Flexner also financed his sister's undergraduate studies at Bryn Mawr College. Jacob ran a drugstore and used the profits from selling the establishment to attend medical school. He then practiced as a physician in Louisville. Bernard pursued a career in law and later practiced in both Chicago and New York.

In 1896, Flexner married a former student of his school, Anne Laziere Crawford. She was a teacher who soon became a successful playwright and children's author. The success of her play Mrs. Wiggs of the Cabbage Patch (based on the 1901 novel) funded Flexner's studies at Harvard and his year abroad at European universities. The couple supported women's suffrage and had two daughters Jean and Eleanor. Jean went on to become one of the original employees of the United States Division of Labor Standards. Eleanor Flexner became an independent scholar and pioneer of women's studies.

Flexner grew up in an Orthodox Jewish family; however, early on he became a religious agnostic.

In addition to contributions by his brother Simon, their nephew, Louis Barkhouse Flexner, was founding director of the Mahoney Institute of Neurological Sciences at the University of Pennsylvania and a former editor of the Proceedings of the National Academy of Sciences.

===Death===
Flexner died in Falls Church, Virginia, in 1959 at 92 years of age. He was buried in Cave Hill Cemetery in Louisville, Kentucky.

==Career==

===Experimental schooling===
After graduating from Johns Hopkins University in two years with a degree in classics, Flexner returned to Louisville to teach classics at Louisville Male High School. Four years later, Flexner founded a private school in which he would test his growing ideas about education. Flexner opposed the standard model of education that focused on mental discipline and a rigid structure. Moreover, "Mr. Flexner's School" did not give out traditional grades, used no standard curriculum, refused to impose examinations on students, and kept no academic record of students. Instead, it promoted small learning groups, individual development, and a more hands-on approach to education. Graduates of his school were soon accepted at leading colleges, and his teaching style began to attract considerable attention.
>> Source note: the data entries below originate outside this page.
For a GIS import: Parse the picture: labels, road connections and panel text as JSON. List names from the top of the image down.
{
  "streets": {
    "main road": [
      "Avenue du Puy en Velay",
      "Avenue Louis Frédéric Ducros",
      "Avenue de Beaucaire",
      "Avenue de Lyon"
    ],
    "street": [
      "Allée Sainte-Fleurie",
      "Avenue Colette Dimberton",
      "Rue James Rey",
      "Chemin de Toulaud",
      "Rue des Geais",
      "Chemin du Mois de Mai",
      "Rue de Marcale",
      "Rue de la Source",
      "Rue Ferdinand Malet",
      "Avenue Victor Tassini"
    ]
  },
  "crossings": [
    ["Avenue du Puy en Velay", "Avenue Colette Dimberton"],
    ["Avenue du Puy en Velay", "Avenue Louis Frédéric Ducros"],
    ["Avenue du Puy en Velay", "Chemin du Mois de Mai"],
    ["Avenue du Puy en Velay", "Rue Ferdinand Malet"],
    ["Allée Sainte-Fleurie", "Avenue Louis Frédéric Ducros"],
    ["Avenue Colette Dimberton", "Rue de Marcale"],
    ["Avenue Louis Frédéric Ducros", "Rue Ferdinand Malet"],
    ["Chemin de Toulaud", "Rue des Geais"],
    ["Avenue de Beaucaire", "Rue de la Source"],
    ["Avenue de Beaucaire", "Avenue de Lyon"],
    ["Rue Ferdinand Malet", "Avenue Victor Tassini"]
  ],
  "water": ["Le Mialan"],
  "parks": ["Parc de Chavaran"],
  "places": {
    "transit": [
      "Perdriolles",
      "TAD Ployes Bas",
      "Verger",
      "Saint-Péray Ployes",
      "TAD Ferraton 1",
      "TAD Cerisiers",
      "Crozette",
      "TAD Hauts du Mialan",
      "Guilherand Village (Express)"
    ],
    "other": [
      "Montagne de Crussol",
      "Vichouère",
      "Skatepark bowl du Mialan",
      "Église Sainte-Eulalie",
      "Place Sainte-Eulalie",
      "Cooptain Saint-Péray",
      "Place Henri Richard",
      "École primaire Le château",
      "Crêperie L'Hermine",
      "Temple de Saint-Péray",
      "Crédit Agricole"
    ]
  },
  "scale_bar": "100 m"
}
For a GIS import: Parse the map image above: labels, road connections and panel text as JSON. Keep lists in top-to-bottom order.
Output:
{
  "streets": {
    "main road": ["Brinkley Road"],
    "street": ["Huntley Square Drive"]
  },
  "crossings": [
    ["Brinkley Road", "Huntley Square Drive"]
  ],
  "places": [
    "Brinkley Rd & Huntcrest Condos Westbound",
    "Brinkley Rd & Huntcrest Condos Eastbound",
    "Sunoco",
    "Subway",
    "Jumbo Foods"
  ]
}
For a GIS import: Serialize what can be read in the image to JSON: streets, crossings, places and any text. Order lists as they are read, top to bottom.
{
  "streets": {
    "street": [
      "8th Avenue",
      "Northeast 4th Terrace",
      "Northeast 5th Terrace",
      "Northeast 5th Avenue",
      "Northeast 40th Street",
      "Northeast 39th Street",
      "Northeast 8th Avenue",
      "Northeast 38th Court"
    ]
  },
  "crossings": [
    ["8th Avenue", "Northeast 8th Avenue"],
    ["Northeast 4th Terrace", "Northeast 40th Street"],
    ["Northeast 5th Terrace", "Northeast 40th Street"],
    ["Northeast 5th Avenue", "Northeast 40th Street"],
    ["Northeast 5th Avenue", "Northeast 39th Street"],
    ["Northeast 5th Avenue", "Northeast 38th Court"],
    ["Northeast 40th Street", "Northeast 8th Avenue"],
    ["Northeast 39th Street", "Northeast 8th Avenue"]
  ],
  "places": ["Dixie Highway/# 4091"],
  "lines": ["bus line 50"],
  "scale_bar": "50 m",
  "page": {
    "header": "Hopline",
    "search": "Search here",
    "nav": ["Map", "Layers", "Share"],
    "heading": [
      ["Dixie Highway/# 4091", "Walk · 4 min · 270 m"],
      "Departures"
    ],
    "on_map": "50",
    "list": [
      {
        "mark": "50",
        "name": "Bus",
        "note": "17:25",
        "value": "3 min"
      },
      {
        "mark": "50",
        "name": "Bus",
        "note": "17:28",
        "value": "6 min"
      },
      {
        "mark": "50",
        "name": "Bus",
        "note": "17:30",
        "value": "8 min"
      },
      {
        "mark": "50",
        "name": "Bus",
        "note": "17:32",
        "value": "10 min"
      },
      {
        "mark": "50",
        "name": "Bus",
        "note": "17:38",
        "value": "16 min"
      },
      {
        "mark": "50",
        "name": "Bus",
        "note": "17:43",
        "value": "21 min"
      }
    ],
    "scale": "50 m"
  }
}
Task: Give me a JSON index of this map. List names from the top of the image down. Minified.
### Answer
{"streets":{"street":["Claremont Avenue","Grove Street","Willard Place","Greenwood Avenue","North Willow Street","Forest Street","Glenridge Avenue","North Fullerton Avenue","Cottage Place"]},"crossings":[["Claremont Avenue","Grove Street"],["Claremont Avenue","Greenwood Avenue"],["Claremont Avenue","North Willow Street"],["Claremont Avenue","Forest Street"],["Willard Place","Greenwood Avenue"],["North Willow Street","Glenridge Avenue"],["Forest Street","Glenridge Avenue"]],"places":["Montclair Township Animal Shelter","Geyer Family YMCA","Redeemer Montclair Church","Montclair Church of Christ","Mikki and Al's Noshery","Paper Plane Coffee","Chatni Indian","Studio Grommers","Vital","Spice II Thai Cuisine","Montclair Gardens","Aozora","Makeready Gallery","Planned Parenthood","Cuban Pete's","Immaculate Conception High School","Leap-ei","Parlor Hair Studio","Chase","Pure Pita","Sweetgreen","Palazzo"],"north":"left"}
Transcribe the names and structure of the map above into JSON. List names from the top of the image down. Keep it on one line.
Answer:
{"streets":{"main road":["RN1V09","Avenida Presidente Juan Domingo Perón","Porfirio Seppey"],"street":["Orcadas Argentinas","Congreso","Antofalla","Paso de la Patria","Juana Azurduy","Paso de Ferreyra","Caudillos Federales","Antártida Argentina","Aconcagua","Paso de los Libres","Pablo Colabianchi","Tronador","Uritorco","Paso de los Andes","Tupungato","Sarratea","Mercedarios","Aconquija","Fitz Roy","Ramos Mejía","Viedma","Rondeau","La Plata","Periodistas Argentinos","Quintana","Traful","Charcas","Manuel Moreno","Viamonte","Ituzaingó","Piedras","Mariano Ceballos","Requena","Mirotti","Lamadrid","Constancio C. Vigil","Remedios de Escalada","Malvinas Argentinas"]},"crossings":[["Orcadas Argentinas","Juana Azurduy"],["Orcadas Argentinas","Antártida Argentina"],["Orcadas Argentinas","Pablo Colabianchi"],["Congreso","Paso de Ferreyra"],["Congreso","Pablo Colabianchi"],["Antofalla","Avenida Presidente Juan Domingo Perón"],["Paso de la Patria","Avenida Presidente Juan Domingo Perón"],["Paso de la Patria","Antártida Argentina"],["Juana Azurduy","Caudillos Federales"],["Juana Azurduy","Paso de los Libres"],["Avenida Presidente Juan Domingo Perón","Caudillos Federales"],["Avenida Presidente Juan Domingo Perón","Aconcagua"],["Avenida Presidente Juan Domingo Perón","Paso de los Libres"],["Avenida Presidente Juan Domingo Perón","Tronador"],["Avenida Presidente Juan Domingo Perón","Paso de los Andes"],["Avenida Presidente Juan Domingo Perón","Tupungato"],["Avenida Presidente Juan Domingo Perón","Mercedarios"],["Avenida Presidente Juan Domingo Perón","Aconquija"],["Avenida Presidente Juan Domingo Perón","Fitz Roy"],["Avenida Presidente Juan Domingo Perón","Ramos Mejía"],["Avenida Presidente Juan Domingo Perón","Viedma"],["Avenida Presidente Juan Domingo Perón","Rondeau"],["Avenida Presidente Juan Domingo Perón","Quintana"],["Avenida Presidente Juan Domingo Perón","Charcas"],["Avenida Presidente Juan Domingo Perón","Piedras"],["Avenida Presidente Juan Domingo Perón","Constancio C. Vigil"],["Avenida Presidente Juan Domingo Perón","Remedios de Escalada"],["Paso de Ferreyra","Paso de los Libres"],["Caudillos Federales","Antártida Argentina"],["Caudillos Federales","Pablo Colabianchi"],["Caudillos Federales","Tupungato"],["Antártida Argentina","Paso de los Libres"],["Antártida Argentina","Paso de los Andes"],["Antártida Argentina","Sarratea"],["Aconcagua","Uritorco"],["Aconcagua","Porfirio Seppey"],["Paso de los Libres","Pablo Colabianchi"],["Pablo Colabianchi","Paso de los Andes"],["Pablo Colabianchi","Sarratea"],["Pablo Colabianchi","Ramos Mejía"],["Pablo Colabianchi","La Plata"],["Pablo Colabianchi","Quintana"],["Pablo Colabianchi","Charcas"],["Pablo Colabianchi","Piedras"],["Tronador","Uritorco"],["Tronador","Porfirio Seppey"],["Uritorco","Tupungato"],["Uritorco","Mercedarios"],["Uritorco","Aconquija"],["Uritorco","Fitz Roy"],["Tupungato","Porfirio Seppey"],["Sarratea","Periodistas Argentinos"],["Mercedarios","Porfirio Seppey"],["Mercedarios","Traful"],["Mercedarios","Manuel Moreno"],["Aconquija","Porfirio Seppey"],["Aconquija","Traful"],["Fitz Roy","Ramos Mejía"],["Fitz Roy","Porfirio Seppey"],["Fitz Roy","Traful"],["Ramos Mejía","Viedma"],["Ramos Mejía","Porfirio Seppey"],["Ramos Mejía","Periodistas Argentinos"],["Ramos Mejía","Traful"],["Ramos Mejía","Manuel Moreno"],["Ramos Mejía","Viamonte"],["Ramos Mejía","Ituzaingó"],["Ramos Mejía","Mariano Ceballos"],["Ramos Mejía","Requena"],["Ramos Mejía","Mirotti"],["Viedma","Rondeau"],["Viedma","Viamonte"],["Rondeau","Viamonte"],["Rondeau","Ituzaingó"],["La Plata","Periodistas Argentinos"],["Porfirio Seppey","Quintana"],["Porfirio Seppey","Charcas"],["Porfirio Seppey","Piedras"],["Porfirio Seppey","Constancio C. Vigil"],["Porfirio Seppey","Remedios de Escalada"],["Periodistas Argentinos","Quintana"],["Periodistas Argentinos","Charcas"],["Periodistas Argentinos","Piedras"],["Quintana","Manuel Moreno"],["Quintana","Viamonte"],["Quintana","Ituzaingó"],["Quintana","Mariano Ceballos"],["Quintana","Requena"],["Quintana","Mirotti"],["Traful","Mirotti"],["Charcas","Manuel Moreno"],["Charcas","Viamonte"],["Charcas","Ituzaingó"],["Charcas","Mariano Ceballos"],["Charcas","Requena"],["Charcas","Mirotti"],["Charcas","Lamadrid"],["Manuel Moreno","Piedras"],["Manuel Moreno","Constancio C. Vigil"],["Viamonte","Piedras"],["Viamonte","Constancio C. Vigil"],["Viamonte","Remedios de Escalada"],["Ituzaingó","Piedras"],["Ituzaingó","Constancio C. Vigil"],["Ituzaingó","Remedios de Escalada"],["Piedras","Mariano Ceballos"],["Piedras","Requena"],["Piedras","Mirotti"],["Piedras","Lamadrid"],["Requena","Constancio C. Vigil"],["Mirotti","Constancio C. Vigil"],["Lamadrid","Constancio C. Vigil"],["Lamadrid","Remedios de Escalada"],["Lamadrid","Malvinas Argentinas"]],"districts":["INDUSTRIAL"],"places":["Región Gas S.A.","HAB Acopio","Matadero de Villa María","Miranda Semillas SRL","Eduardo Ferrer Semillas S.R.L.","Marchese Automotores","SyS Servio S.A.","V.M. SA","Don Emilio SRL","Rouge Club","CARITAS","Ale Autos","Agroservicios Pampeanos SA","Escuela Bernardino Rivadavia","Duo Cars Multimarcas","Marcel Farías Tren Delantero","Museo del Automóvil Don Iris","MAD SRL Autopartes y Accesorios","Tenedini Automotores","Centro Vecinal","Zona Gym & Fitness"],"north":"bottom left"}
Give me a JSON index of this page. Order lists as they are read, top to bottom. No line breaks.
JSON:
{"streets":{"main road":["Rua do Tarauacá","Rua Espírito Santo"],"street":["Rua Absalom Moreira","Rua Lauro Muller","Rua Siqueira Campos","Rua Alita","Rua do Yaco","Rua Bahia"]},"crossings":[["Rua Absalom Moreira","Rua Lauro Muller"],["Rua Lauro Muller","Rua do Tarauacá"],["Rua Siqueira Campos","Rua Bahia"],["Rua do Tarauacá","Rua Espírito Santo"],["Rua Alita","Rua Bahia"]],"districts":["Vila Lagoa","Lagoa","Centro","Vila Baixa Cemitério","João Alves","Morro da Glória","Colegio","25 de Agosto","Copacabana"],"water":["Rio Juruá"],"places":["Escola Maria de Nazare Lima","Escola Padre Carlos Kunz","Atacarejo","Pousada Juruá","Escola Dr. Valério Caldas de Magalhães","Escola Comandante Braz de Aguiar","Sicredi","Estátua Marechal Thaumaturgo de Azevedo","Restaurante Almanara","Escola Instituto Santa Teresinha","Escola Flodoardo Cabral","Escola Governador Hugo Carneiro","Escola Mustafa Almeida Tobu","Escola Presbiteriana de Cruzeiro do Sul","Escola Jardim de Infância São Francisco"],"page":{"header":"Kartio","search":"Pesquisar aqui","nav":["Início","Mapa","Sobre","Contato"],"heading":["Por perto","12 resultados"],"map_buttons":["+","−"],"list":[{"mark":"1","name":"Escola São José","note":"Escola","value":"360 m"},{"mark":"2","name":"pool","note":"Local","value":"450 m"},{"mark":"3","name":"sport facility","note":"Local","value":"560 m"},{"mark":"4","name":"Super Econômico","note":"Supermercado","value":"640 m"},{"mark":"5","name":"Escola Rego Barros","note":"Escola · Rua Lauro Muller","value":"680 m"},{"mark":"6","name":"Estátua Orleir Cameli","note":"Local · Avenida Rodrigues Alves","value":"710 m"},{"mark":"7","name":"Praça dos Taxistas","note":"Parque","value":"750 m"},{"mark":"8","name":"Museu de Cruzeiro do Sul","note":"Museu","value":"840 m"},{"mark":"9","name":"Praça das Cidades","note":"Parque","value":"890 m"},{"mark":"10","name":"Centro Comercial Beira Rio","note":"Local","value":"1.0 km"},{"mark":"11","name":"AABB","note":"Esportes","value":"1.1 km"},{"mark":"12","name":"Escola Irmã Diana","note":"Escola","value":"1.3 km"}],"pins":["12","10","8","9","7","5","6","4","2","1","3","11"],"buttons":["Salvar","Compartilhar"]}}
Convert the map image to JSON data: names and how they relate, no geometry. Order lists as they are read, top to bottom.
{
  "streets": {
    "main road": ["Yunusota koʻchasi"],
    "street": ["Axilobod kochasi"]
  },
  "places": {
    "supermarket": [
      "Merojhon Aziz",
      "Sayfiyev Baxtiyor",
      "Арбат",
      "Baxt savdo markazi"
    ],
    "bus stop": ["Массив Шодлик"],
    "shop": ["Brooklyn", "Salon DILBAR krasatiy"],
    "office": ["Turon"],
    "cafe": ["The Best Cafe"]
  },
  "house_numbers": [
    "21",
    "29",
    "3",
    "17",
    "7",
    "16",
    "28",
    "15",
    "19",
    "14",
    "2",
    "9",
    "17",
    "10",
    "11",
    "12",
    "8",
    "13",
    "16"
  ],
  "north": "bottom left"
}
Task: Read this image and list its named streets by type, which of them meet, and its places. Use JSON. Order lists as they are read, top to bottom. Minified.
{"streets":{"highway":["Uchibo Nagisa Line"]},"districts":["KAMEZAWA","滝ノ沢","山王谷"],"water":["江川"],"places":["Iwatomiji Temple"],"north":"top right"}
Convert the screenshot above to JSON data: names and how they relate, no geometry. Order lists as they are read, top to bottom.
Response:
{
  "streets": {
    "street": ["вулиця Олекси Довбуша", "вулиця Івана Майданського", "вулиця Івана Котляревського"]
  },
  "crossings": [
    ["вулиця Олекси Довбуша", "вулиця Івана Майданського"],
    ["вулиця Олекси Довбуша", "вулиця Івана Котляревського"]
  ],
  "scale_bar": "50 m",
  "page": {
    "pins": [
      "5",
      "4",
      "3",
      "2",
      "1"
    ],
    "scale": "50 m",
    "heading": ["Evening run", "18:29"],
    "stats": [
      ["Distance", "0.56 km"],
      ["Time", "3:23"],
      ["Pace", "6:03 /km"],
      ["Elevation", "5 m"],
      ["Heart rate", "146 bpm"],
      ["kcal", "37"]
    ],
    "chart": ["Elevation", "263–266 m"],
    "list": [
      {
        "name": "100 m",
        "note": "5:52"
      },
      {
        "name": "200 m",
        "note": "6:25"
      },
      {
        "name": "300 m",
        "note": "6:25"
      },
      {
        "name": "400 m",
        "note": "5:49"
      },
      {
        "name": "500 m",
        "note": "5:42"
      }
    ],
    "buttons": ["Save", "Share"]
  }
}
===The American College===
In 1908, Flexner published his first book, The American College. Strongly critical of many aspects of American higher education, it denounced, in particular, the university lecture as a method of instruction. According to Flexner, lectures enabled colleges to "handle cheaply by wholesale a large body of students that would be otherwise unmanageable and thus give the lecturer time for research." In addition, Flexner was concerned about the chaotic condition of the undergraduate curriculum and the influence of the research culture of the university. Neither contributed to the mission of the college to address the whole person. He feared that "research had largely appropriated the resources of the college, substituting the methods and interest of highly specialized investigation for the larger objects of college teaching."

His book attracted the attention of Henry Pritchett, president of the Carnegie Foundation, who was looking for someone to lead a series of studies of professional education. The book consistently cited Pritchett in discussions of views on educational reform, and the two soon arranged to meet through the then-president of Johns Hopkins University, Ira Remsen. Although Flexner had never set foot inside a medical school, he was Pritchett's first choice to lead a study of American medical education, and soon joined the research staff at the Carnegie Foundation in 1908. Although not a physician himself, Flexner was selected by Pritchett for his writing ability and his disdain for traditional education.

===Flexner Report===

In 1910, Flexner published the Flexner Report, which examined the state of American medical education and led to far-reaching reform in the training of doctors. The Flexner Report led to the closure of most rural medical schools and five out of seven African-American medical colleges in the United States given his adherence to germ theory, in which he argued that if not properly trained and treated, African-Americans and the poor posed a health threat to middle/upper class European-Americans. His position was:

The practice of the Negro doctor will be limited to his own race, which in its turn will be cared for better by good Negro physicians than by poor white ones. But the physical well-being of the Negro is not only of moment to the Negro himself. Ten million of them live in close contact with sixty million whites. Not only does the Negro himself suffer from hookworm and tuberculosis; he communicates them to his white neighbors, precisely as the ignorant and unfortunate white contaminates him. Self-protection not less than humanity offers weighty counsel in this matter; self-interest seconds philanthropy. The Negro must be educated not only for his sake, but for ours. He is, as far as the human eye can see, a permanent factor in the nation.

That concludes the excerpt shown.